Organizations & Multi-Tenancy
GoRoute is built for platforms that serve multiple businesses. Each business operates within its own organization, with complete data isolation.
What is an Organization?
An organization represents a single business entity in GoRoute. Each organization has:
- A unique identifier (
org_id) - Its own Peppol participant registration(s)

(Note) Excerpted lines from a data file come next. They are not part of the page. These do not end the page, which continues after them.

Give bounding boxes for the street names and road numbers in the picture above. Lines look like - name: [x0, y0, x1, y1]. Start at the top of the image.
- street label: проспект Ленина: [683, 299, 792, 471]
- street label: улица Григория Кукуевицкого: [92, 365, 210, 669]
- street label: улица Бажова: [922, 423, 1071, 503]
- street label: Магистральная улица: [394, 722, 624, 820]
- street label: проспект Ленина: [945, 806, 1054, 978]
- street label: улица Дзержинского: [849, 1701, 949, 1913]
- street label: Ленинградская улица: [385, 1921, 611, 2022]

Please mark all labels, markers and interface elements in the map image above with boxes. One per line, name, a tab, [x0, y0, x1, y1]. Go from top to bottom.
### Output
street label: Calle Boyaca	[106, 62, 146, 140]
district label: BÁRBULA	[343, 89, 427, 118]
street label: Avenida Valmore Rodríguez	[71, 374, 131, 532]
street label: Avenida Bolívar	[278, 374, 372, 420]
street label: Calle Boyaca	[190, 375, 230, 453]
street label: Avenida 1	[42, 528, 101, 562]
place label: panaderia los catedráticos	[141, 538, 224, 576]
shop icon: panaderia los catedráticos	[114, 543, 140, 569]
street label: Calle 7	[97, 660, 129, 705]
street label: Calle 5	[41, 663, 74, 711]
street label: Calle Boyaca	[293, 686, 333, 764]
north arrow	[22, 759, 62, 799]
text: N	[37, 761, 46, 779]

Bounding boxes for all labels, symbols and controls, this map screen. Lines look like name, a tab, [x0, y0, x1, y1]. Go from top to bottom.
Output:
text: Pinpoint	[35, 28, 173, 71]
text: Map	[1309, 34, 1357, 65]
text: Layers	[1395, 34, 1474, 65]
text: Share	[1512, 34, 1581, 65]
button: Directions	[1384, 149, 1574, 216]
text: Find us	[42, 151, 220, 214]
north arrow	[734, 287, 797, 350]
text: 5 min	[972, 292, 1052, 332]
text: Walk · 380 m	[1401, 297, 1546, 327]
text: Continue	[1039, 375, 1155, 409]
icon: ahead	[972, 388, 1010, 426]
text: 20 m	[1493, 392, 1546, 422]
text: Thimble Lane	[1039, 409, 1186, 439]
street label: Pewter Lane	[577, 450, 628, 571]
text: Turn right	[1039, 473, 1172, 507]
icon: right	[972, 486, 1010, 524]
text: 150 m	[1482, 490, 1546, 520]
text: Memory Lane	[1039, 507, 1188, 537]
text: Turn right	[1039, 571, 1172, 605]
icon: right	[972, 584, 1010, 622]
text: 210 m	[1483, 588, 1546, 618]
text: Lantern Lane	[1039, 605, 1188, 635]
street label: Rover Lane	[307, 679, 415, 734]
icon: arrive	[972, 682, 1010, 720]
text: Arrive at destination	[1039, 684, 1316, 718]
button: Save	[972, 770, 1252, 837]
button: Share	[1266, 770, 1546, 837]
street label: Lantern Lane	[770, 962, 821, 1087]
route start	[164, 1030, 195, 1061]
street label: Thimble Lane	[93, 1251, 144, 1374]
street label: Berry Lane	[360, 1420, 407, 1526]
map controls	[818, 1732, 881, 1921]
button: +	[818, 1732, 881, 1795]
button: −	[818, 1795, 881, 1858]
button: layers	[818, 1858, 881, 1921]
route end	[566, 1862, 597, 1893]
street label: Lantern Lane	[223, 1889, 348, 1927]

- Isolated invoice and transaction data
- Separate webhook configurations
- Independent rate limits
Multi-Tenant Architecture
┌─────────────────────────────────────────────────────┐
│ Your Platform │
├─────────────────────────────────────────────────────┤
│ Customer A │ Customer B │ Customer C │
│ (org_001) │ (org_002) │ (org_003) │
└──────┬───────┴──────┬───────┴──────┬────────────────┘
│ │ │
▼ ▼ ▼
┌─────────────────────────────────────────────────────┐
│ GoRoute API │
│ Complete data isolation per org_id │
└─────────────────────────────────────────────────────┘
│ │ │
▼ ▼ ▼
┌─────────────────────────────────────────────────────┐
│ Peppol Network │
└─────────────────────────────────────────────────────┘
Creating an Organization
curl -X POST https://app.goroute.ai/peppol-api/api/v1/organizations \
-H "X-API-Key: YOUR_API_KEY" \
-H "Content-Type: application/json" \
-d '{
"name": "Acme Corporation",
"legal_name": "Acme Corporation B.V.",
"country": "NL",
"vat_number": "NL123456789B01",
"address": {
"street": "123 Business Street",
"city": "Amsterdam",
"postal_code": "1012 AB",
"country": "NL"
},
"contact": {
"email": "invoices@acme.example.com",
"phone": "+31201234567"
}
}'
Response:
{
"org_id": "org_abc123def456",
"name": "Acme Corporation",
"legal_name": "Acme Corporation B.V.",
"country": "NL",
"status": "active",
"created_at": "2026-01-26T10:00:00Z"
}
Organization Scoping
All API operations are scoped to an organization. There are two approaches:
Approach 1: Implicit (Recommended)
Your API key is associated with a default organization:
# Uses the default org for your API key
curl -X GET https://app.goroute.ai/peppol-api/api/v1/invoices \
-H "X-API-Key: YOUR_API_KEY"
Approach 2: Explicit
Specify the organization in the request:
# Explicitly specify org_id
curl -X GET https://app.goroute.ai/peppol-api/api/v1/organizations/org_abc123/invoices \
-H "X-API-Key: YOUR_API_KEY"
Or use the header:
curl -X GET https://app.goroute.ai/peppol-api/api/v1/invoices \
-H "X-API-Key: YOUR_API_KEY" \
-H "X-Organization-Id: org_abc123"
Data Isolation
Each organization's data is completely isolated:
| Data Type | Isolation |
|---|---|
| Invoices | ✅ Fully isolated |
| Transactions | ✅ Fully isolated |
| Participants | ✅ Fully isolated |
| Webhooks | ✅ Fully isolated |
| API Keys | ✅ Scoped per org |
| Rate Limits | ✅ Independent per org |
Security Guarantee
There is no way to access another organization's data through the API. All queries automatically filter by org_id.
Organization Status
| Status | Description |
|---|---|
pending | Created, awaiting verification |
active | Fully operational |
suspended | Temporarily disabled (e.g., billing issue) |
closed | Permanently closed |
Managing Organizations
List Organizations
curl -X GET https://app.goroute.ai/peppol-api/api/v1/organizations \
-H "X-API-Key: YOUR_API_KEY"
Get Organization Details
curl -X GET https://app.goroute.ai/peppol-api/api/v1/organizations/org_abc123 \
-H "X-API-Key: YOUR_API_KEY"
Update Organization
curl -X PATCH https://app.goroute.ai/peppol-api/api/v1/organizations/org_abc123 \
-H "X-API-Key: YOUR_API_KEY" \
-H "Content-Type: application/json" \
-d '{
"contact": {
"email": "newemail@acme.example.com"
}
}'
Platform Integration Pattern
For platforms serving multiple customers:
class GoRouteClient:
def __init__(self, api_key: str):
self.api_key = api_key
self.base_url = "https://app.goroute.ai/peppol-api"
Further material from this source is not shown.